I malfunzionamenti e la comunicazione

Gli esempi di malfunzionamenti involontari sono ovviamente infiniti. Ai fini di questo scritto non è tanto interessante avere una tipologia completa quanto porsi una semplice domanda: i malfunzionamenti involontari ci aiutano a comprendere meglio la comunicazione nel suo insieme?

Questi fenomeni sono oggetto di grande attenzione e di dibattito da parte dello stesso mondo della comunicazione: film, canzoni, prime pagine dei giornali, serie tv, hashtag stanno tutti a dimostrare che il malfunzionamento è in sé un tema o, meglio, un contenuto di richiamo per i media contemporanei. Una delle ragioni di questo interesse mediatico risiede nel fatto che il malfunzionamento fa per così dire «emergere» la tecnologia: viviamo e interagiamo continuamente con le tecnologie, spesso però senza prestarvi attenzione, quasi fossero parte dello sfondo del nostro ambiente che diamo per scontato. In altri termini, non ci accorgiamo davvero dell’importanza degli strumenti di comunicazione fino al momento in cui questi smettono di funzionare.

È quando non riceviamo la mail che aspettavamo, la telefonata non parte, il messaggio vocale su WhatsApp non viene inviato o ricevuto, quando in sostanza non riusciamo a compiere azioni banali, che la nostra dipendenza dalle reti si fa visibile e, si potrebbe dire, tangibile. Sono proprio i malfunzionamenti, infatti, a far emergere quella dimensione materiale e tecnologica della comunicazione che è spesso sottovalutata. Per  esempio, nel marzo 2021, un incendio ha distrutto un data center di Strasburgo e «mandato offline» decine di migliaia di pagine e servizi web in cloud, rivelando il fatto che la cosiddetta nuvola non ha di certo quella dimensione eterea e immateriale cui il termine stesso parrebbe alludere.
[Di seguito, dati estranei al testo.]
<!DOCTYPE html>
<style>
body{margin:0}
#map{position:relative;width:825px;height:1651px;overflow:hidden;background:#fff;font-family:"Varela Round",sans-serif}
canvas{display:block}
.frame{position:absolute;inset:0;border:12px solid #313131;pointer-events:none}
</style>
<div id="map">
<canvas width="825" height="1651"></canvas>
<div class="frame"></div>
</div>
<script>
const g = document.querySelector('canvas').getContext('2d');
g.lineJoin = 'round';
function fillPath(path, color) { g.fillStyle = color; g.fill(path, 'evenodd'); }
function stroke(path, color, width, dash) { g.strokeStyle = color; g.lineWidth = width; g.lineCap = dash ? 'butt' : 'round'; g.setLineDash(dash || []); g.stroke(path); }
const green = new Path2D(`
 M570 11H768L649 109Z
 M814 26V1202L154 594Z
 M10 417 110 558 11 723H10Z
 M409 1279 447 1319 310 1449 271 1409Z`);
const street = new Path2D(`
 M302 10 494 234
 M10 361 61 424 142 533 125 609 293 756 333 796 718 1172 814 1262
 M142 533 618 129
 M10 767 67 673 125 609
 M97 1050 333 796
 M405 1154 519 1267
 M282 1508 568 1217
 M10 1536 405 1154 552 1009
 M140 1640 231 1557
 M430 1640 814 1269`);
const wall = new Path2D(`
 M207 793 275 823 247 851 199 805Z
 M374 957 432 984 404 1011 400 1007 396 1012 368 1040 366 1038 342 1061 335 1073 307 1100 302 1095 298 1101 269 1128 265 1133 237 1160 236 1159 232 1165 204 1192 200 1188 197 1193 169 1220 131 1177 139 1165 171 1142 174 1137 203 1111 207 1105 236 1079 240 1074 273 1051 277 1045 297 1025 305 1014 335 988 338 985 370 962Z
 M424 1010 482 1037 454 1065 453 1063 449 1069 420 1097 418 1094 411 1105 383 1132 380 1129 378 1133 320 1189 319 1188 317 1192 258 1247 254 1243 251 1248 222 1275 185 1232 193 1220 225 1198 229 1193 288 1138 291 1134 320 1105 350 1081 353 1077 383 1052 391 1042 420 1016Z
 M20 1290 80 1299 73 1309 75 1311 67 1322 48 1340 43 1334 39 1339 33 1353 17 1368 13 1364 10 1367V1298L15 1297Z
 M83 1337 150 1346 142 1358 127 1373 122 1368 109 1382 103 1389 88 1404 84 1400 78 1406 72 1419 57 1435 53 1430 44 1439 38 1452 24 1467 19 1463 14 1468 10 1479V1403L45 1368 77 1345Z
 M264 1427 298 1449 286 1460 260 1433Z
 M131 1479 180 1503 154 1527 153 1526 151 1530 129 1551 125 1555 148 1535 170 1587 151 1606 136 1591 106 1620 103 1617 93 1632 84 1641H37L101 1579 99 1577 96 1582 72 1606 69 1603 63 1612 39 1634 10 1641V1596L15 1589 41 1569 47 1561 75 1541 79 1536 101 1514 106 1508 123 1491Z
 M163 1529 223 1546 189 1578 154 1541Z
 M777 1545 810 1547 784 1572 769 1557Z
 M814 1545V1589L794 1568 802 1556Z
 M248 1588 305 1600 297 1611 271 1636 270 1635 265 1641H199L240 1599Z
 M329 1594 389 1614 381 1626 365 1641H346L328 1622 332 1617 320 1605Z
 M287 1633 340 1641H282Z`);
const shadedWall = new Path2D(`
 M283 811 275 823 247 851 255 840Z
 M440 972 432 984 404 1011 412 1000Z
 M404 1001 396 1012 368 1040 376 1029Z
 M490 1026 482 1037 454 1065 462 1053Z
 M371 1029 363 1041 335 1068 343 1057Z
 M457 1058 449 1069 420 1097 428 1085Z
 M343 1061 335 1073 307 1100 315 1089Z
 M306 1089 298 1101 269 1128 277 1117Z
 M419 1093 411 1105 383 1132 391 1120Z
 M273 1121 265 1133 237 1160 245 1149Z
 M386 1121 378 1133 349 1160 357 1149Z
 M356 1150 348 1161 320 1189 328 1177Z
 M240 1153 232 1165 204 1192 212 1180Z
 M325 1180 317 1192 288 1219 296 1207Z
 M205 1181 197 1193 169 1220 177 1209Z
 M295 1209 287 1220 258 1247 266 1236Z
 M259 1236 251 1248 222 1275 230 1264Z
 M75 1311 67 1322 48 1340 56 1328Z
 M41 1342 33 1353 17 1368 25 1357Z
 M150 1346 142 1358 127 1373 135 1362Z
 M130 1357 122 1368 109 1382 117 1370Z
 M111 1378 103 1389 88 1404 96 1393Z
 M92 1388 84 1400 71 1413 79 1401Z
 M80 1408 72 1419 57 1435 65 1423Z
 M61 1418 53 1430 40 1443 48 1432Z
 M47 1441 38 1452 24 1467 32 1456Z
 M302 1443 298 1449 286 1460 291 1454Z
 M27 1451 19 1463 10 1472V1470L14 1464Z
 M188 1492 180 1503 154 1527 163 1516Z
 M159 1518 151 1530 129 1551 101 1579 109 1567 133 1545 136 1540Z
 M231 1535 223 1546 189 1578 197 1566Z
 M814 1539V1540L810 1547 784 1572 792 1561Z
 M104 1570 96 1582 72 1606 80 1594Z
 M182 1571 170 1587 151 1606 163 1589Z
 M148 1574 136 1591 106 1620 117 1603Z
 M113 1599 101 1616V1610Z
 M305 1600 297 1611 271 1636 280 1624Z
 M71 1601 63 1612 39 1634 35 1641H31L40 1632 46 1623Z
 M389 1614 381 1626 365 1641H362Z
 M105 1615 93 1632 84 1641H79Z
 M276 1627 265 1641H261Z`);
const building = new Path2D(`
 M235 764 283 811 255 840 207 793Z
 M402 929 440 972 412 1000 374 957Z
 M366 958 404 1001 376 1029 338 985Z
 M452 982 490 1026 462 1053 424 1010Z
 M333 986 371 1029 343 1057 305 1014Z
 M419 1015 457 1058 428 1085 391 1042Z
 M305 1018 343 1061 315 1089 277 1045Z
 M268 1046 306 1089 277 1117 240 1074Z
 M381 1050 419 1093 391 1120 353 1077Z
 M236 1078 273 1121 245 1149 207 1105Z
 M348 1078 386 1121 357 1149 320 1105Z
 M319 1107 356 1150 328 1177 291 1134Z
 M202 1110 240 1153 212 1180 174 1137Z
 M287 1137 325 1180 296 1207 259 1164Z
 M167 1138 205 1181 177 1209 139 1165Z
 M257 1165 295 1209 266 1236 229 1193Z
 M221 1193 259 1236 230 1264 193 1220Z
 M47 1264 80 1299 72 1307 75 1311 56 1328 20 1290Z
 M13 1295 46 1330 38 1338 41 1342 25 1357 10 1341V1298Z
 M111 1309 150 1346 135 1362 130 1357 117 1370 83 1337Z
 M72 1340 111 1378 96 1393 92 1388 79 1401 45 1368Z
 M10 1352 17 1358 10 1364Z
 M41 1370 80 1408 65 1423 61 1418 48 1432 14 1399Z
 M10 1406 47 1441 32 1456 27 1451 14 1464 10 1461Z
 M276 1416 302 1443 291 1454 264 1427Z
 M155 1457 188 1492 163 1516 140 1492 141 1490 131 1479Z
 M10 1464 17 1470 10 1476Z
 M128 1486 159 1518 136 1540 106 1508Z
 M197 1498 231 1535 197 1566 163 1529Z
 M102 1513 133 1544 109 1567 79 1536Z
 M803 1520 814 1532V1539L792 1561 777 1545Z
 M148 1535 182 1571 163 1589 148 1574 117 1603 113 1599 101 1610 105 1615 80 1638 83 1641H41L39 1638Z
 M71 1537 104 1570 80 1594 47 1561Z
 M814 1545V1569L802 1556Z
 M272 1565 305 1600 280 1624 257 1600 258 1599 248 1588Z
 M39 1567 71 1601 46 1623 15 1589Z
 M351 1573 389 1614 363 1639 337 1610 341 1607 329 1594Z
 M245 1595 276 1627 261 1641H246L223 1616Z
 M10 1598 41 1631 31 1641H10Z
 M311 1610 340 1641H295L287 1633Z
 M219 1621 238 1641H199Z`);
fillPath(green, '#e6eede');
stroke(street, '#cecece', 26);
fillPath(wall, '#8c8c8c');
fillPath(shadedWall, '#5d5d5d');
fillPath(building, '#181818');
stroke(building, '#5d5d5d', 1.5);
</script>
Le nostre interazioni comunicative sono veicolate da cavi in rame o in fibra, da chip in silicio, da server che ronzano e si scaldano, da antenne alte decine di metri che attivano i ponti radio, da dispositivi che invecchiano in fretta. In sostanza, le tecnologie, soprattutto quelle di comunicazione, diventano visibili anche grazie ai malfunzionamenti: è questa una seconda ragione per cui uno sguardo che si incentra sul malfunzionamento aiuta a comprendere meglio alcuni aspetti spesso dimenticati della comunicazione contemporanea.

Conclusioni

Se una tecnologia di comunicazione funziona in modo improprio o parziale o smette di funzionare del tutto ci fa interrogare sulla dipendenza dell’essere umano dai sistemi tecnologici. La nostra intera vita è legata a doppio filo con le tecnologie di comunicazione, non solo quelle digitali, ma anche altre che da decenni o centinaia di anni sono parte della realtà quotidiana; il malfunzionamento rende subito evidente questo legame simbiotico, portando con sé una sorta di disagio tipico delle dipendenze quando emergono in maniera lampante, ma al tempo stesso un riconoscimento della vulnerabilità, tutta umana, delle forme di comunicazione.